◆ WORK INSTRUCTION
Using the entries that follow, state how many lines contain "park", with no other words.

***** SOURCE DATA

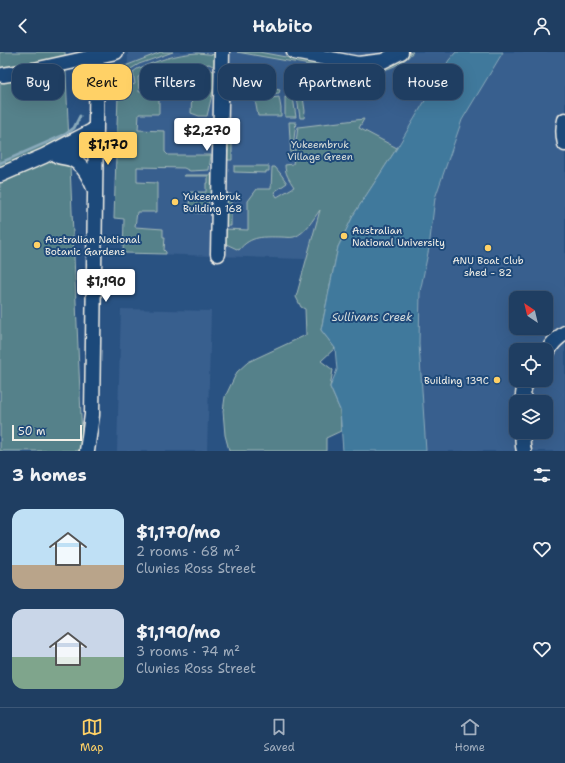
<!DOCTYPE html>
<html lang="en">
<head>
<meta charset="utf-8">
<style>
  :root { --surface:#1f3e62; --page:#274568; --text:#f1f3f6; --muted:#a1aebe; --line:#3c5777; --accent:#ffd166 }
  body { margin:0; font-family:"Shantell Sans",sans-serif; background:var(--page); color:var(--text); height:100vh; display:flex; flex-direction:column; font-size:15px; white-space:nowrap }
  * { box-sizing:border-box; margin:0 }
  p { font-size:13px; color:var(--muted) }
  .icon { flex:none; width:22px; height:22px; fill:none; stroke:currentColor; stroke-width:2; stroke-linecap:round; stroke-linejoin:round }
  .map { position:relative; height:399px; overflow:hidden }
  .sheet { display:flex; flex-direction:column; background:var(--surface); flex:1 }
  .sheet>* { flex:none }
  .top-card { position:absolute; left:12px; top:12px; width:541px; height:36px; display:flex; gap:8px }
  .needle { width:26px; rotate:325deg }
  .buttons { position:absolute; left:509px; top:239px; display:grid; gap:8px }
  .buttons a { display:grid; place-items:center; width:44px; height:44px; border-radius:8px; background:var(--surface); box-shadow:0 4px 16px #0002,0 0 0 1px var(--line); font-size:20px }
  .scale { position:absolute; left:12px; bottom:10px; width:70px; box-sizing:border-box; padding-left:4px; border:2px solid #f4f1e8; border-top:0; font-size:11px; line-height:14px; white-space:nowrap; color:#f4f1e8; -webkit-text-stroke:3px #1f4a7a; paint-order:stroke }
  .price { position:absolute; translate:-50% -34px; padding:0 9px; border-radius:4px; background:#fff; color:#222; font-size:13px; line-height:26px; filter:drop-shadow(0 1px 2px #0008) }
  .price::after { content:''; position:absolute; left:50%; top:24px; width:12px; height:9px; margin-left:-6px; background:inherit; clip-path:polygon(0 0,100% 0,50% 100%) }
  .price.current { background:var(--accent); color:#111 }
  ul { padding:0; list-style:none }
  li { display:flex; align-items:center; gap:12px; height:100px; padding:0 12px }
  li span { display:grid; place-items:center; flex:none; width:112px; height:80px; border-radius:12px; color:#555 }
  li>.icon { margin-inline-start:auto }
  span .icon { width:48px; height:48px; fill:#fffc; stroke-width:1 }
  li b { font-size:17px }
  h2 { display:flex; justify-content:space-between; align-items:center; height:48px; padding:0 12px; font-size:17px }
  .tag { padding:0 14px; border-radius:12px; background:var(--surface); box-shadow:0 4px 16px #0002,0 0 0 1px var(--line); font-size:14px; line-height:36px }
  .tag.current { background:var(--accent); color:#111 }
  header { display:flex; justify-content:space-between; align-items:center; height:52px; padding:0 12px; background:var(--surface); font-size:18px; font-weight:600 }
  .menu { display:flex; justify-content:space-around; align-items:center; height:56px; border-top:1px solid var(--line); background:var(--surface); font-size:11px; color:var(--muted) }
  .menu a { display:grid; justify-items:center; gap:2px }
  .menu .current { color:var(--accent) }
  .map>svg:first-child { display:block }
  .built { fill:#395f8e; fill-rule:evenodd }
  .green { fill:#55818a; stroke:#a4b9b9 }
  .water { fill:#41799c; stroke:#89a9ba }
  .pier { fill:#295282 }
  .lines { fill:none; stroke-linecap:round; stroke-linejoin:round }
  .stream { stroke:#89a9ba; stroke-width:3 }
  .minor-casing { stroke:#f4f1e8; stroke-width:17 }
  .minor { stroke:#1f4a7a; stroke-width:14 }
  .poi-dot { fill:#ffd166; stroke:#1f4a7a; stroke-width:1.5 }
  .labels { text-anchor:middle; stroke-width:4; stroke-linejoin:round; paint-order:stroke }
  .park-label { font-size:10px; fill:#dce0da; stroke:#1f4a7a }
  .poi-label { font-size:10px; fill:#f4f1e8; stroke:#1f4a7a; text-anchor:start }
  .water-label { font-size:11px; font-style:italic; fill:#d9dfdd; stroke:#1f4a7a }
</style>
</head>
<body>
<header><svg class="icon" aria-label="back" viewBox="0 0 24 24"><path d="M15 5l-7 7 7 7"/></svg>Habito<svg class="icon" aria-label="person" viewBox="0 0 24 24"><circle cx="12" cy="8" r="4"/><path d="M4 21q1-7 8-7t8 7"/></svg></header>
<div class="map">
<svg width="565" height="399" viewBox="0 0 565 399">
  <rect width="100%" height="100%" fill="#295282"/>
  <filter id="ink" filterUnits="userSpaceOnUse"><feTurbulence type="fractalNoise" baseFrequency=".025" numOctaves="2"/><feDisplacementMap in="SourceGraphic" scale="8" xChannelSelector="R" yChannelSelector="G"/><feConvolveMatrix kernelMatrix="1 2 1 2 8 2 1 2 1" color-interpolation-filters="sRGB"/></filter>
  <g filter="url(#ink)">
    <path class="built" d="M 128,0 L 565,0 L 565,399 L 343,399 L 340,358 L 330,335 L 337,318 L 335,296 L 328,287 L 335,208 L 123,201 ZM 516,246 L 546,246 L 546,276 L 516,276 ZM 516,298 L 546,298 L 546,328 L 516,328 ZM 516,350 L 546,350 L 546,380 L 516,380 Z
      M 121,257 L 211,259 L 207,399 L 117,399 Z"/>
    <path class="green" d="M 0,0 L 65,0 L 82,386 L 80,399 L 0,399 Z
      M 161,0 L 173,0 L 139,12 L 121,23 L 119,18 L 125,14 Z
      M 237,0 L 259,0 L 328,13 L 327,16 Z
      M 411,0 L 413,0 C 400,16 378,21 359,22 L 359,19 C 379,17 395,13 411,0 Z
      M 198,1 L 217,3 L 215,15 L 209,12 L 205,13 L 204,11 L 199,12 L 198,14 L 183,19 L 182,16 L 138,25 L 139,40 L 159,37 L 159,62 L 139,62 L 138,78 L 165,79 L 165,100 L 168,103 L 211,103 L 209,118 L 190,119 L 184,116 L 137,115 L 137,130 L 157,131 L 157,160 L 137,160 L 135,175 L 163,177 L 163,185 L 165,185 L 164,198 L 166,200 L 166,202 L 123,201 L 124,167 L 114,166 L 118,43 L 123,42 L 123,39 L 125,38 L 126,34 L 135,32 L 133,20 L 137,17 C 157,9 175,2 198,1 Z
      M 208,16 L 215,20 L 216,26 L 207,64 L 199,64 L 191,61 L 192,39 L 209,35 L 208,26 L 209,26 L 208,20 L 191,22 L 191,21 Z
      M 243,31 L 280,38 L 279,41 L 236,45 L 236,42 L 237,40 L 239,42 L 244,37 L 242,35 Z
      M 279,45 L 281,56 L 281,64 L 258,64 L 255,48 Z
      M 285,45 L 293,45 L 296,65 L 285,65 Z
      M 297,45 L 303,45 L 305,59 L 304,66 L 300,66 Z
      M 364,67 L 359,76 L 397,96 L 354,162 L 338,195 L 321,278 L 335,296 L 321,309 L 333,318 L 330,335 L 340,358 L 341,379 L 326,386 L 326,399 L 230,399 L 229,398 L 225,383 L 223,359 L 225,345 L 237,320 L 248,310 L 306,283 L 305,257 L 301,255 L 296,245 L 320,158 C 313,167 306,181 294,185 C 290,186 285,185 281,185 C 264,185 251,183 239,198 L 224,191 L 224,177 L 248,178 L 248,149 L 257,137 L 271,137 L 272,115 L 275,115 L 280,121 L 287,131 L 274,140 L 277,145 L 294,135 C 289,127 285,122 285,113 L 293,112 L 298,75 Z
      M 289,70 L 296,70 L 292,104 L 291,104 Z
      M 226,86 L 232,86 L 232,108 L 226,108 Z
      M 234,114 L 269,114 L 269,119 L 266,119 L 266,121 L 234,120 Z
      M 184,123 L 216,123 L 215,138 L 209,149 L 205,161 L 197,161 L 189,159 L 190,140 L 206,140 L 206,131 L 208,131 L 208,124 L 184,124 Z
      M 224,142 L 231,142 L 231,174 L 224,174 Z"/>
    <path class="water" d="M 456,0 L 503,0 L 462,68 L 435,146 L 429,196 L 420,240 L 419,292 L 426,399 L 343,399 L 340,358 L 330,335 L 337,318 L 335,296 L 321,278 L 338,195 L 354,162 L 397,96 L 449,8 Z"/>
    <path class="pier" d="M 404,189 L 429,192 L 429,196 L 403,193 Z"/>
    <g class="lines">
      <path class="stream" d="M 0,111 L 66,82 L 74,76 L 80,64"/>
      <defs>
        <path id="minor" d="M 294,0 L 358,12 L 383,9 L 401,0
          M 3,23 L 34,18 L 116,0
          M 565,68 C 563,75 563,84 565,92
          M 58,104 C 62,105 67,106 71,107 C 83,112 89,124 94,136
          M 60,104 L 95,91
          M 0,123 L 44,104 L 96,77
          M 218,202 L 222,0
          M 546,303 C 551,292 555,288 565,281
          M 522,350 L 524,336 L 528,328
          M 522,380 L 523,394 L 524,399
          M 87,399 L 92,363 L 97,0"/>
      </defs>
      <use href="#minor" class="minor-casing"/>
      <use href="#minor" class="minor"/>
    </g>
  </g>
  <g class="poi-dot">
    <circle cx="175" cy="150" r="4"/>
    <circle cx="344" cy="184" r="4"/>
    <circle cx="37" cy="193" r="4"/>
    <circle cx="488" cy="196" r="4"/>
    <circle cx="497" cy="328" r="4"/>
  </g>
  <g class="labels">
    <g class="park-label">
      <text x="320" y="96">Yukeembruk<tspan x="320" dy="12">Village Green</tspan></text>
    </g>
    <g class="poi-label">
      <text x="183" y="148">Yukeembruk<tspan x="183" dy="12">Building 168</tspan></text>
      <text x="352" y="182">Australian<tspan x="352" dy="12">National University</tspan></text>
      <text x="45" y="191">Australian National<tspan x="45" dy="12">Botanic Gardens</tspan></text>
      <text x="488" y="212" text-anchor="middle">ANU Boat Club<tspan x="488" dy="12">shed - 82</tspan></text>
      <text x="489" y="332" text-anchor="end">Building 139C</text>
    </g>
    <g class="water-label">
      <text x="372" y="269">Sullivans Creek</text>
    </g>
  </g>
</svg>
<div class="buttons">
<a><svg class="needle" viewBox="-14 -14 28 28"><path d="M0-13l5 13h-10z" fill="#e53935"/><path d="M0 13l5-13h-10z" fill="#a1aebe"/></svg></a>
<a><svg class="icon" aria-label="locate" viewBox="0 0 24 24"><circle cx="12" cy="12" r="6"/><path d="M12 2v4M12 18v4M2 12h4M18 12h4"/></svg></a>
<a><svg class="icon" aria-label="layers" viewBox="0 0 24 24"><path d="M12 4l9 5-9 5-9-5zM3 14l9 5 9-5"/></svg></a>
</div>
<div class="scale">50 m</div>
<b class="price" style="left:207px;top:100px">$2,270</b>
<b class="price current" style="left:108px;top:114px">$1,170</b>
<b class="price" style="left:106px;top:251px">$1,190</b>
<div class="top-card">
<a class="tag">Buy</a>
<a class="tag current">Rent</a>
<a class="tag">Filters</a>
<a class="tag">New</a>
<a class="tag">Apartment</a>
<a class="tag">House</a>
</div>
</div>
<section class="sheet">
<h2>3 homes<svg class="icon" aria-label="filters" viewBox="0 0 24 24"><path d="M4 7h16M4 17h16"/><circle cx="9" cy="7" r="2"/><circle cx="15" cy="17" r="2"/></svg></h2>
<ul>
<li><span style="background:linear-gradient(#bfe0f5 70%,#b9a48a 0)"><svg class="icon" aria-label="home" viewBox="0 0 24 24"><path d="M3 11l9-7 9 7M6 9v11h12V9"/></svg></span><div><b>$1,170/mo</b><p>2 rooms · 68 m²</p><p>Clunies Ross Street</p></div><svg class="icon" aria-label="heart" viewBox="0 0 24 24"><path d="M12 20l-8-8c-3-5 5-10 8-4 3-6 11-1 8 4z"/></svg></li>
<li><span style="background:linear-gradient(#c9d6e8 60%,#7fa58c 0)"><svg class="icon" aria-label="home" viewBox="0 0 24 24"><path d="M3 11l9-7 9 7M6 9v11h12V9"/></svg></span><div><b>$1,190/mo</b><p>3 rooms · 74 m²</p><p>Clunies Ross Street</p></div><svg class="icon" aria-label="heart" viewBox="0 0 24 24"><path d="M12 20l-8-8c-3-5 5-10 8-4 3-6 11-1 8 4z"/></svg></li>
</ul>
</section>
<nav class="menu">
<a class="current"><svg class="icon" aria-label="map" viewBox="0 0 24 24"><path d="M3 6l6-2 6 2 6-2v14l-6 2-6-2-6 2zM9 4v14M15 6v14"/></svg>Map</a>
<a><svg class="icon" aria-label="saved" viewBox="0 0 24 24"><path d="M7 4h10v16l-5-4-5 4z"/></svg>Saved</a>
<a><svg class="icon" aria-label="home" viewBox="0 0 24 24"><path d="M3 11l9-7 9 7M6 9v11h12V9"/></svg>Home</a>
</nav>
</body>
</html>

**********

◆ TASK OUTPUT
2